#### GIVEN INFORMATION

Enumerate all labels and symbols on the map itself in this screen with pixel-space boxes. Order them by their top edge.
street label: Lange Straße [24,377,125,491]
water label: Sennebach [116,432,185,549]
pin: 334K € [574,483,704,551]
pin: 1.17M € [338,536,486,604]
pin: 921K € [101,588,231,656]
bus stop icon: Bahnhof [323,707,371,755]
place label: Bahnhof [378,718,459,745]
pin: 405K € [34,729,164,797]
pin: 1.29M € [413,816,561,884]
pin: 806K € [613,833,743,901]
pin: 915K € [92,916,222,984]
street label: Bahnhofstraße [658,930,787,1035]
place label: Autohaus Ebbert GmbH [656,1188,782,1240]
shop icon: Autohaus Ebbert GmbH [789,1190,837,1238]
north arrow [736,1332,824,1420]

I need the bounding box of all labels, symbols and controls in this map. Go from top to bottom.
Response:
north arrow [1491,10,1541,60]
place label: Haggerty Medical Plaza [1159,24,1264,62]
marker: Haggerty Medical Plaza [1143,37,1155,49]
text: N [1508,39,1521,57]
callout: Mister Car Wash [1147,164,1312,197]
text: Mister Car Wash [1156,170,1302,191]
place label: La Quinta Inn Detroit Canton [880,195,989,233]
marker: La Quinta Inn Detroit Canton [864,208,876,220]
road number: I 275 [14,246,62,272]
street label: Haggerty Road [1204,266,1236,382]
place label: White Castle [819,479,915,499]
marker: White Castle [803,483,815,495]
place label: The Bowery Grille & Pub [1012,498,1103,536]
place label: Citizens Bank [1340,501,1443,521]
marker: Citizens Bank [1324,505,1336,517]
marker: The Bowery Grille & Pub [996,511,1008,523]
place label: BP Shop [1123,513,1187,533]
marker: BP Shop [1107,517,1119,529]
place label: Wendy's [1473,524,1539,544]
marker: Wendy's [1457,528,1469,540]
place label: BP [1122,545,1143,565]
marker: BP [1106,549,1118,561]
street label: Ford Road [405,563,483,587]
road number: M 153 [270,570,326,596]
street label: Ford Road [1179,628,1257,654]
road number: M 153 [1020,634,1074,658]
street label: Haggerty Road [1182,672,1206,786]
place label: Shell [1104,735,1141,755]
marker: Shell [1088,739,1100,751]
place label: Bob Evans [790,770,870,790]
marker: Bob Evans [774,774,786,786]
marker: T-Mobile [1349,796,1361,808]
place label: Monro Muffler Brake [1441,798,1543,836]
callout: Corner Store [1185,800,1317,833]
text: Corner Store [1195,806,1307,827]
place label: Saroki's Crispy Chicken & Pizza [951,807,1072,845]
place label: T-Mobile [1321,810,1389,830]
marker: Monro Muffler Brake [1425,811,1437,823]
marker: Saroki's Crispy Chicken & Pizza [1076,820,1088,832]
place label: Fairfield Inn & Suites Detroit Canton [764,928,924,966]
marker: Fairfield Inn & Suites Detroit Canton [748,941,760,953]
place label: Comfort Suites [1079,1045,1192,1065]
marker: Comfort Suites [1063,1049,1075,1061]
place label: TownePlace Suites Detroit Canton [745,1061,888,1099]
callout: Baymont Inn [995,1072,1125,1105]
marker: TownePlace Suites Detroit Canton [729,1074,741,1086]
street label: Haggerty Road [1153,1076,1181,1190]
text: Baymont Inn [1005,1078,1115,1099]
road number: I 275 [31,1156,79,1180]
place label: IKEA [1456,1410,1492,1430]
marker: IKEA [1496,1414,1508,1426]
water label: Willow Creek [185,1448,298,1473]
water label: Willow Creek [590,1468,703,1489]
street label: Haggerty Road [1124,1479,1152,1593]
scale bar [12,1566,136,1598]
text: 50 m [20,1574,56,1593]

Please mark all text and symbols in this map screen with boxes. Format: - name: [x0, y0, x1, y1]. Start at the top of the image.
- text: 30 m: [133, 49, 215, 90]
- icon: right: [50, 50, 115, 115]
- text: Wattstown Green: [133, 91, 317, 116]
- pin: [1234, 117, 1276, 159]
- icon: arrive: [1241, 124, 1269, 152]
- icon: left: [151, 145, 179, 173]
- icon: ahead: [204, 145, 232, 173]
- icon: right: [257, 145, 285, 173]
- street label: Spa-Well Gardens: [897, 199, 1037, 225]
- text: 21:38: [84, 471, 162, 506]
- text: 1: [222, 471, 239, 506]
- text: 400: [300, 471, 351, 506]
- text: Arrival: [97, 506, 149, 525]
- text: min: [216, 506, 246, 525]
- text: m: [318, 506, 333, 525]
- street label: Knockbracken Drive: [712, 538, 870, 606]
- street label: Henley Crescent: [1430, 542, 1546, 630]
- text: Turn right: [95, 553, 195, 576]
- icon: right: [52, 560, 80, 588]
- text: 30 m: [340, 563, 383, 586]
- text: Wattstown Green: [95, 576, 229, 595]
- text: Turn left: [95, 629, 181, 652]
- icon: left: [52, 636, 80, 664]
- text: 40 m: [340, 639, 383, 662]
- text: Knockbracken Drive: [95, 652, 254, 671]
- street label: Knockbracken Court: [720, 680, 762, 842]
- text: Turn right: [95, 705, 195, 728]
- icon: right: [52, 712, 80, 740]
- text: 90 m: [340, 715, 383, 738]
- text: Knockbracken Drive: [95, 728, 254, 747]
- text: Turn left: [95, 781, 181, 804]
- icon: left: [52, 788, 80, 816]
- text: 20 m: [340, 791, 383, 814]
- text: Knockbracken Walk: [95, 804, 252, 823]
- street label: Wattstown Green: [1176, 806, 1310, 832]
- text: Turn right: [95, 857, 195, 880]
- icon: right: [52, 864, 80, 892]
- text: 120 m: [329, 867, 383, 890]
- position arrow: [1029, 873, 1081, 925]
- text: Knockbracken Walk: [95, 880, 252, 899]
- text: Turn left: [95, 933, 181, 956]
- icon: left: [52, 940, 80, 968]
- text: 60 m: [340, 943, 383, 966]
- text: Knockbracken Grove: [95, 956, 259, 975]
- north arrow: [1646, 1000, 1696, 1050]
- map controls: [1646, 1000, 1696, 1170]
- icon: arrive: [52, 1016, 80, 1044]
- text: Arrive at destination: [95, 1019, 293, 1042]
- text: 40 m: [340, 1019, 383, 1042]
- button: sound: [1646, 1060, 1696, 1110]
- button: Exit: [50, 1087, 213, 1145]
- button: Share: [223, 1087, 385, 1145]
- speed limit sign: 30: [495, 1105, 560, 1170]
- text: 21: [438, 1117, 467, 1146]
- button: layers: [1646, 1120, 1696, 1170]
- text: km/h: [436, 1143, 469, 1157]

########

PROMPT: What is needed is a word-for-word copy of the material above.

RESPONSE AREA:
Enumerate all labels and symbols on the map itself in this screen with pixel-space boxes. Order them by their top edge.
street label: Lange Straße [24,377,125,491]
water label: Sennebach [116,432,185,549]
pin: 334K € [574,483,704,551]
pin: 1.17M € [338,536,486,604]
pin: 921K € [101,588,231,656]
bus stop icon: Bahnhof [323,707,371,755]
place label: Bahnhof [378,718,459,745]
pin: 405K € [34,729,164,797]
pin: 1.29M € [413,816,561,884]
pin: 806K € [613,833,743,901]
pin: 915K € [92,916,222,984]
street label: Bahnhofstraße [658,930,787,1035]
place label: Autohaus Ebbert GmbH [656,1188,782,1240]
shop icon: Autohaus Ebbert GmbH [789,1190,837,1238]
north arrow [736,1332,824,1420]

I need the bounding box of all labels, symbols and controls in this map. Go from top to bottom.
Response:
north arrow [1491,10,1541,60]
place label: Haggerty Medical Plaza [1159,24,1264,62]
marker: Haggerty Medical Plaza [1143,37,1155,49]
text: N [1508,39,1521,57]
callout: Mister Car Wash [1147,164,1312,197]
text: Mister Car Wash [1156,170,1302,191]
place label: La Quinta Inn Detroit Canton [880,195,989,233]
marker: La Quinta Inn Detroit Canton [864,208,876,220]
road number: I 275 [14,246,62,272]
street label: Haggerty Road [1204,266,1236,382]
place label: White Castle [819,479,915,499]
marker: White Castle [803,483,815,495]
place label: The Bowery Grille & Pub [1012,498,1103,536]
place label: Citizens Bank [1340,501,1443,521]
marker: Citizens Bank [1324,505,1336,517]
marker: The Bowery Grille & Pub [996,511,1008,523]
place label: BP Shop [1123,513,1187,533]
marker: BP Shop [1107,517,1119,529]
place label: Wendy's [1473,524,1539,544]
marker: Wendy's [1457,528,1469,540]
place label: BP [1122,545,1143,565]
marker: BP [1106,549,1118,561]
street label: Ford Road [405,563,483,587]
road number: M 153 [270,570,326,596]
street label: Ford Road [1179,628,1257,654]
road number: M 153 [1020,634,1074,658]
street label: Haggerty Road [1182,672,1206,786]
place label: Shell [1104,735,1141,755]
marker: Shell [1088,739,1100,751]
place label: Bob Evans [790,770,870,790]
marker: Bob Evans [774,774,786,786]
marker: T-Mobile [1349,796,1361,808]
place label: Monro Muffler Brake [1441,798,1543,836]
callout: Corner Store [1185,800,1317,833]
text: Corner Store [1195,806,1307,827]
place label: Saroki's Crispy Chicken & Pizza [951,807,1072,845]
place label: T-Mobile [1321,810,1389,830]
marker: Monro Muffler Brake [1425,811,1437,823]
marker: Saroki's Crispy Chicken & Pizza [1076,820,1088,832]
place label: Fairfield Inn & Suites Detroit Canton [764,928,924,966]
marker: Fairfield Inn & Suites Detroit Canton [748,941,760,953]
place label: Comfort Suites [1079,1045,1192,1065]
marker: Comfort Suites [1063,1049,1075,1061]
place label: TownePlace Suites Detroit Canton [745,1061,888,1099]
callout: Baymont Inn [995,1072,1125,1105]
marker: TownePlace Suites Detroit Canton [729,1074,741,1086]
street label: Haggerty Road [1153,1076,1181,1190]
text: Baymont Inn [1005,1078,1115,1099]
road number: I 275 [31,1156,79,1180]
place label: IKEA [1456,1410,1492,1430]
marker: IKEA [1496,1414,1508,1426]
water label: Willow Creek [185,1448,298,1473]
water label: Willow Creek [590,1468,703,1489]
street label: Haggerty Road [1124,1479,1152,1593]
scale bar [12,1566,136,1598]
text: 50 m [20,1574,56,1593]

Please mark all text and symbols in this map screen with boxes. Format: - name: [x0, y0, x1, y1]. Start at the top of the image.
- text: 30 m: [133, 49, 215, 90]
- icon: right: [50, 50, 115, 115]
- text: Wattstown Green: [133, 91, 317, 116]
- pin: [1234, 117, 1276, 159]
- icon: arrive: [1241, 124, 1269, 152]
- icon: left: [151, 145, 179, 173]
- icon: ahead: [204, 145, 232, 173]
- icon: right: [257, 145, 285, 173]
- street label: Spa-Well Gardens: [897, 199, 1037, 225]
- text: 21:38: [84, 471, 162, 506]
- text: 1: [222, 471, 239, 506]
- text: 400: [300, 471, 351, 506]
- text: Arrival: [97, 506, 149, 525]
- text: min: [216, 506, 246, 525]
- text: m: [318, 506, 333, 525]
- street label: Knockbracken Drive: [712, 538, 870, 606]
- street label: Henley Crescent: [1430, 542, 1546, 630]
- text: Turn right: [95, 553, 195, 576]
- icon: right: [52, 560, 80, 588]
- text: 30 m: [340, 563, 383, 586]
- text: Wattstown Green: [95, 576, 229, 595]
- text: Turn left: [95, 629, 181, 652]
- icon: left: [52, 636, 80, 664]
- text: 40 m: [340, 639, 383, 662]
- text: Knockbracken Drive: [95, 652, 254, 671]
- street label: Knockbracken Court: [720, 680, 762, 842]
- text: Turn right: [95, 705, 195, 728]
- icon: right: [52, 712, 80, 740]
- text: 90 m: [340, 715, 383, 738]
- text: Knockbracken Drive: [95, 728, 254, 747]
- text: Turn left: [95, 781, 181, 804]
- icon: left: [52, 788, 80, 816]
- text: 20 m: [340, 791, 383, 814]
- text: Knockbracken Walk: [95, 804, 252, 823]
- street label: Wattstown Green: [1176, 806, 1310, 832]
- text: Turn right: [95, 857, 195, 880]
- icon: right: [52, 864, 80, 892]
- text: 120 m: [329, 867, 383, 890]
- position arrow: [1029, 873, 1081, 925]
- text: Knockbracken Walk: [95, 880, 252, 899]
- text: Turn left: [95, 933, 181, 956]
- icon: left: [52, 940, 80, 968]
- text: 60 m: [340, 943, 383, 966]
- text: Knockbracken Grove: [95, 956, 259, 975]
- north arrow: [1646, 1000, 1696, 1050]
- map controls: [1646, 1000, 1696, 1170]
- icon: arrive: [52, 1016, 80, 1044]
- text: Arrive at destination: [95, 1019, 293, 1042]
- text: 40 m: [340, 1019, 383, 1042]
- button: sound: [1646, 1060, 1696, 1110]
- button: Exit: [50, 1087, 213, 1145]
- button: Share: [223, 1087, 385, 1145]
- speed limit sign: 30: [495, 1105, 560, 1170]
- text: 21: [438, 1117, 467, 1146]
- button: layers: [1646, 1120, 1696, 1170]
- text: km/h: [436, 1143, 469, 1157]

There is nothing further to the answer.